Many coastal risk maps are built around a line most people never see. It is the “zero” line that says where the ocean begins, and a new analysis suggests that line has been set too low in many studies.
The result does not mean the sea suddenly jumped this week. It means hundreds of assessments may have started with the wrong baseline, so more land and more people may already sit closer to today’s sea level than earlier maps showed.
A hidden zero line
Every coastal map needs two basic numbers. How high is the land, and how high is the water next to it?
In many studies, researchers treated a global gravity-based model as if it were the local sea surface. That model is called a geoid, a smooth reference map shaped by Earth’s gravity and rotation, but a real shoreline is messier than that.
Winds, currents, tides, water temperature, and saltiness can push local sea levels away from that neat reference. In practical terms, the ocean outside a fishing town, a port, or an island village may not line up with the same “zero” used in the map.
What researchers checked
Katharina Seeger and Philip S. J. Minderhoud, affiliated with Wageningen University & Research, the University of Cologne, the University of Padova, and Deltares Research Institute, reviewed 385 coastal hazard assessments published from 2009 to 2025.
The work found that more than 99 percent handled land elevation and sea level in a way that could misjudge the true distance between land and water.

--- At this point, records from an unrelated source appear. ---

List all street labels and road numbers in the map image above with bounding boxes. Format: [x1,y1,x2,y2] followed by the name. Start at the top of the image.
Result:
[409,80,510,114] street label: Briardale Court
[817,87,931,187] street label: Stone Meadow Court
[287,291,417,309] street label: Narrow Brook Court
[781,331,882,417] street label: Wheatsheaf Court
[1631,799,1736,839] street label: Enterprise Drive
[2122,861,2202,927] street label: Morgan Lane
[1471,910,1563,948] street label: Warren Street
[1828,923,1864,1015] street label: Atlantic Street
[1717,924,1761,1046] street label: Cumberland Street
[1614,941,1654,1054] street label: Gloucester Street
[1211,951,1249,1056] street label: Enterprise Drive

About 90 percent of the studies did not use measured sea-level data for the coast in question. Instead, they leaned on geoid models, which can work fairly well in some places but can miss the local water level in others.

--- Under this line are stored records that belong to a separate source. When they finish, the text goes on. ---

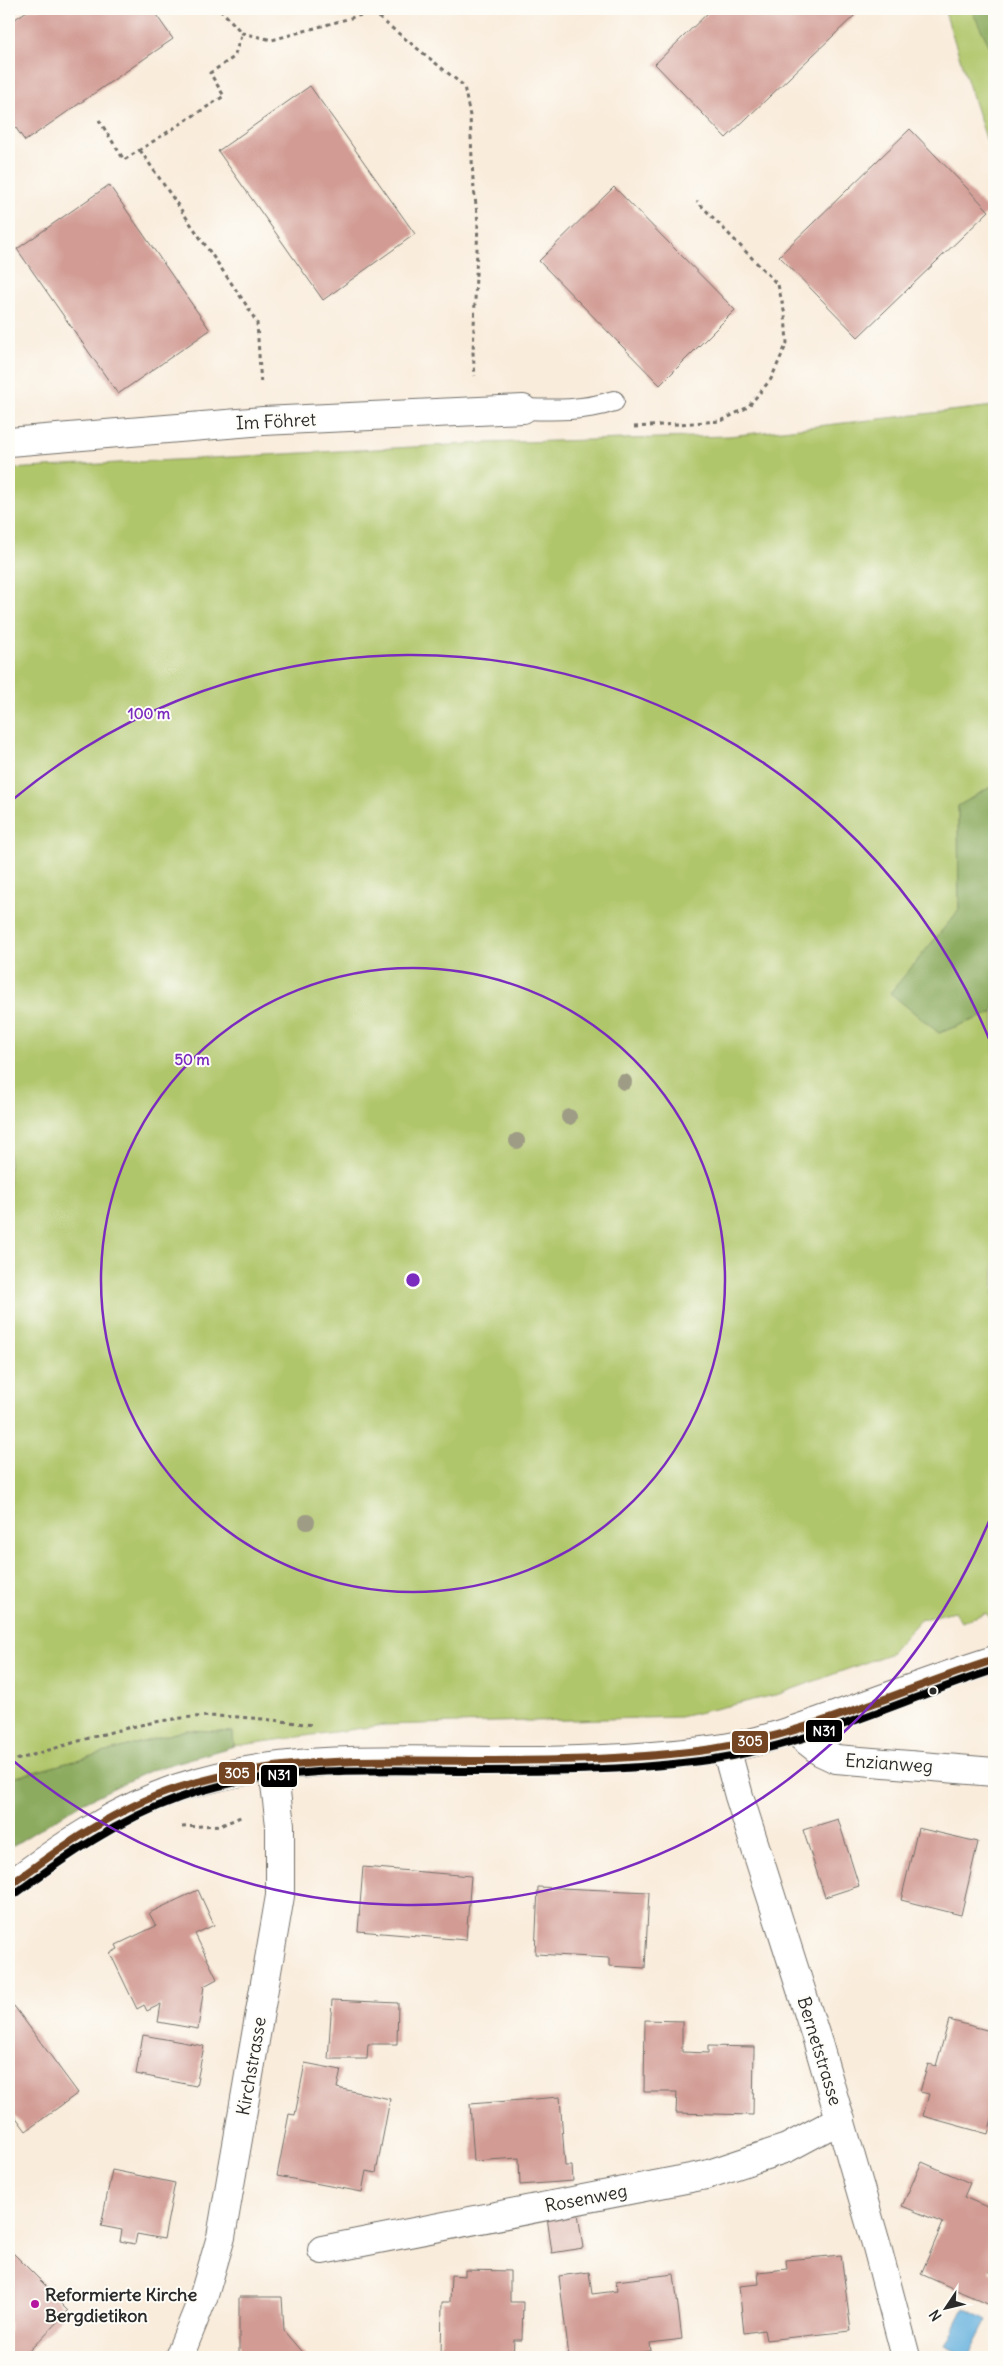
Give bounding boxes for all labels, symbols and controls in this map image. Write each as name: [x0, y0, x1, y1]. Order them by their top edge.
street label: Im Föhret: [235, 407, 317, 435]
text: 100 m: [128, 704, 170, 723]
text: 50 m: [174, 1050, 210, 1069]
centre of rings: [404, 1271, 422, 1289]
unlabelled marker: [928, 1686, 938, 1696]
line badge: N31: [805, 1719, 843, 1743]
text: N31: [812, 1722, 836, 1740]
line badge: 305: [731, 1730, 769, 1754]
text: 305: [737, 1732, 763, 1750]
street label: Enzianweg: [844, 1748, 934, 1778]
line badge: 305: [218, 1761, 256, 1785]
text: 305: [224, 1764, 250, 1782]
line badge: N31: [260, 1764, 298, 1788]
text: N31: [267, 1766, 291, 1784]
street label: Bernetstrasse: [793, 1994, 847, 2108]
street label: Kirchstrasse: [231, 2015, 271, 2117]
street label: Rosenweg: [543, 2179, 629, 2217]
place label: Reformierte Kirche Bergdietikon: [45, 2283, 198, 2327]
north arrow: [920, 2284, 970, 2334]
marker: Reformierte Kirche Bergdietikon: [29, 2298, 41, 2310]
text: N: [925, 2306, 946, 2325]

That sounds like a technical bookkeeping problem. But for anyone living near a low seawall, a drainage canal, or a road that floods during high tides, the starting line is not a small detail.
Where the maps were most off
The mismatch was not spread evenly around the world. The eastern United States and parts of Europe showed better agreement in many cases, partly because those regions have denser measurements and longer records.
The gaps were larger across Southeast Asia, Pacific islands, parts of Africa, Latin America, and the wider Indo-Pacific. In some of those places, measured coastal sea level was more than 3.3 feet above the level assumed by earlier mapping approaches, and the global average difference was roughly one foot.
That matters because many of the biggest blind spots sit near crowded deltas and low islands. These are places where a few extra inches can turn a nuisance flood into water in the street, with traffic, noise, exhaust fumes, and emergency crews suddenly part of daily life.
More land in the risk zone
When the researchers corrected the baseline and then tested about 3.3 feet of relative sea-level rise, the picture changed sharply. Compared with older geoid-based assumptions, the land falling below sea level increased by 31 to 37 percent, while the exposed population rose by 48 to 68 percent.
That would place an estimated 77 million to 132 million people below sea level under that scenario. These numbers do not predict which block floods first after a storm, but they do suggest many maps have been too optimistic about the height of coastal land.
The timing also matters. The Intergovernmental Panel on Climate Change says global mean sea level is likely to rise from about 11 inches to about 3.3 feet by 2100, depending on emissions. If some shorelines already started from a higher water level than assumed, local planners may have less room for delay.
The Mekong warning
This problem did not come out of nowhere. A 2019 study of the Vietnamese Mekong Delta found its average elevation was only about 2.6 feet above local sea level, far below the roughly 8.5 feet suggested by some previous satellite-based maps.
That delta is home to farms, roads, towns, and waterways that millions of people depend on. What once looked like a troubling regional case now looks more like an early warning for other low, crowded coastlines.
The new review also shows how an assumption can spread quietly. Once one study uses a convenient baseline without fully explaining it, later researchers may copy the method, and the error starts to look normal.
What changes now
For city officials, engineers, insurers, and emergency planners, the message is blunt but useful. Flood maps, evacuation routes, levee plans, and climate adaptation budgets may need a second look, especially in regions where local sea-level measurements were sparse.
The authors also released corrected coastal elevation datasets that combine land height with measured sea levels. Minderhoud said the work could “save many researchers complicated calculations” and help make future analyses more realistic.
This is not a reason to panic, and it is not a claim that every coastal map is useless. It is a reason to check the ruler before measuring the room, because the ruler may have been off for years.
The official study has been published in Nature.